|A rosette of Teasel hugs the ground in Byfield Pocket Park,|
Northants. 21 January, 2015
Yesterday, in a stroll around Byfield's pocket park I found rosettes of Teasel, Dipsacus fullonum, hugging the ground, avoiding the biting winter winds. The seed will have germinated last spring and slowly developed through the summer and early autumn. It will flower in June or July but, like me, it must be patient for now. Teasels grow well hereabouts; much of the soil is heavy clay but that seems to suit them.
|Dotted Ribbon Lichen, Ramalina fastigiata.|
Byfield Pocket Park. 21 January, 2015
Whatever the weather, cold or otherwise, lichens flourish - increasingly so as atmospheric pollution diminishes. A tuft of Ramalina fastigiata was doing well on a thin branch; other lichens were present but, as noted before, the number of species at the site is quite limited.
A raven drifted overhead as I neared the end of my stroll. Their gutteral, far-carrying calls are becoming ever-more common as their spread across central England continues. At the other end of the scale a party of long-tailed tits flitted through the trees, the air constantly pierced by their contact calls. But otherwise things were quiet on the avian front, with only the ever-present blackbirds working their way across grassy patches. Time to move on.
Today we awoke to a frost-free and pleasantly sunny morning. Once the day's chores had been dealt with I decided to visit our local pocket park here in Daventry.
Ivy clambered up trees and spread across the ground. Its flowers next autumn will be confined to those parts well above ground level; on the ground only vegetative growth will be present.
A dead tree stump was encrusted with Many-zoned Polypore, Coriolus versicolor. Not only is it very common, it is also very variable, leading some experts to believe that several closely related species are involved.
|Coriolus versicolor on a dead stump. Stefen Leys|
Pocket Park, Daventry. 22 January, 2015
A closer look shows how suitable is the term 'many-zoned'. There are other vaguely similar fungi but the presence of a white margin allows a reasonably certain identification.

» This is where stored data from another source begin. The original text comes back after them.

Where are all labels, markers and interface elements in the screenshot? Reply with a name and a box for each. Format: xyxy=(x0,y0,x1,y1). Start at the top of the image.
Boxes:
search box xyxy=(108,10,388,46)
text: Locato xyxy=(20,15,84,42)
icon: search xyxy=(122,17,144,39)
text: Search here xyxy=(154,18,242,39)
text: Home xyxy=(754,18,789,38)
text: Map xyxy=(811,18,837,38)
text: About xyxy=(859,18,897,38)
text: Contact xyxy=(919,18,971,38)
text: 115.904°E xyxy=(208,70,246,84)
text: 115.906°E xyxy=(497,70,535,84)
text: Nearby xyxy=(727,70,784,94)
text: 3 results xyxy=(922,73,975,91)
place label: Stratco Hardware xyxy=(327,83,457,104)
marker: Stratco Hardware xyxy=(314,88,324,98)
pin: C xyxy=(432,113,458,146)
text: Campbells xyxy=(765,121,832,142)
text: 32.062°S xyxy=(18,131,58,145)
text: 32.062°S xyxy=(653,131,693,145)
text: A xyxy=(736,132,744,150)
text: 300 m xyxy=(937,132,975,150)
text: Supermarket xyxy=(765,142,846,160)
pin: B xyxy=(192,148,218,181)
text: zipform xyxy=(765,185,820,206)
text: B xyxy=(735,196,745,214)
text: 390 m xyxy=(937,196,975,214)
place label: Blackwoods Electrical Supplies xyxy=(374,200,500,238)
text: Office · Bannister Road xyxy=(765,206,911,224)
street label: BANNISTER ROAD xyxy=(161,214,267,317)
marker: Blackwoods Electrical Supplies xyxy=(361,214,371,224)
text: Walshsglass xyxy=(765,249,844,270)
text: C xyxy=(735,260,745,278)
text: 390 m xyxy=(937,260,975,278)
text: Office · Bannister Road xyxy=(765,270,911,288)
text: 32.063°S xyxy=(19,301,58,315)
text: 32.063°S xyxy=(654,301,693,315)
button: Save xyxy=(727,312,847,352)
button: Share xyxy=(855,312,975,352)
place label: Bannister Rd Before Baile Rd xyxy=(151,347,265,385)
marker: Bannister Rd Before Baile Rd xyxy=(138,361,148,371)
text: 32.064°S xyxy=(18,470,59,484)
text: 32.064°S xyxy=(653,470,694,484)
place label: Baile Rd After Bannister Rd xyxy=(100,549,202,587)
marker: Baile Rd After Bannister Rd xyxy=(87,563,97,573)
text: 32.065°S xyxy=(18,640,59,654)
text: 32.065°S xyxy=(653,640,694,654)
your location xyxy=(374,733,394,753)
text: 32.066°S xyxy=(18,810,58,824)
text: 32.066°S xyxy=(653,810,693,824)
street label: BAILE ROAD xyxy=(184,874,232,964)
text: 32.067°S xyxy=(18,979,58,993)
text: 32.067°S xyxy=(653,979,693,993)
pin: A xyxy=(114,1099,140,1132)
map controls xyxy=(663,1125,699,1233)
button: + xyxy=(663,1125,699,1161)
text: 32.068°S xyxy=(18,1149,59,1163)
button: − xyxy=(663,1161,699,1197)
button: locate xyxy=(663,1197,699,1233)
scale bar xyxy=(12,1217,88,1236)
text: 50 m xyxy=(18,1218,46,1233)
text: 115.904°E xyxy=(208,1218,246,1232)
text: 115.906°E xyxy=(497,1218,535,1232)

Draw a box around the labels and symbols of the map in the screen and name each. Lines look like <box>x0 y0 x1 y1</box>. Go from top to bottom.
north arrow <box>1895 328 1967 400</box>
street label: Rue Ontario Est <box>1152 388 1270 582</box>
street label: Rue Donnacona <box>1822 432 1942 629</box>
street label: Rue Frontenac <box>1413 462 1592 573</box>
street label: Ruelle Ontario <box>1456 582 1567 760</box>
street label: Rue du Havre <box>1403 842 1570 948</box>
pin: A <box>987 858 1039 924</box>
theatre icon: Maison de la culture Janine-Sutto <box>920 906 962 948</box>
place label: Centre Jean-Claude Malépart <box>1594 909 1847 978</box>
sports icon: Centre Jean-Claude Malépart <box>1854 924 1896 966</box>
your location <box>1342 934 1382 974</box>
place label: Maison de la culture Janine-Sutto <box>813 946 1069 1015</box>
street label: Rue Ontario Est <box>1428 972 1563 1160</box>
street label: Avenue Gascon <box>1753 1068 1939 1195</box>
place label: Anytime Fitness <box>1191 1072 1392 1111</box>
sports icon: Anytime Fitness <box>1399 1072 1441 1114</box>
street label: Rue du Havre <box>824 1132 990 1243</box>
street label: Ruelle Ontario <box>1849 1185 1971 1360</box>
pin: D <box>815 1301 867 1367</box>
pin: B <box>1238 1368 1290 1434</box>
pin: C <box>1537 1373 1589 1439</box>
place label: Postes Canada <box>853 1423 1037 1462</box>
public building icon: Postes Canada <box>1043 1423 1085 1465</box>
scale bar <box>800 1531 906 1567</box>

As I said in the opening paragraph, there are as yet only scant signs of spring but, on the last leg of my walk I chanced upon a drift of Snowdrops, Galanthus nivalis, to raise my spirits. Not that I was feeling low, far from it, but it was rather uplifting.
|The blooms of Snowdrops, Galanthus nivalis, were just|
opening. Stefen Leys Pocket Park, Daventry.
22 January, 2015
Most of the flowers were still in bud but a few had braved the conditions and were opening up in the faint hope of attracting a passing insect. Fat chance - but in a few weeks these blooms will attract honey bees.
I set off home with a little more spring in my step. We're getting there.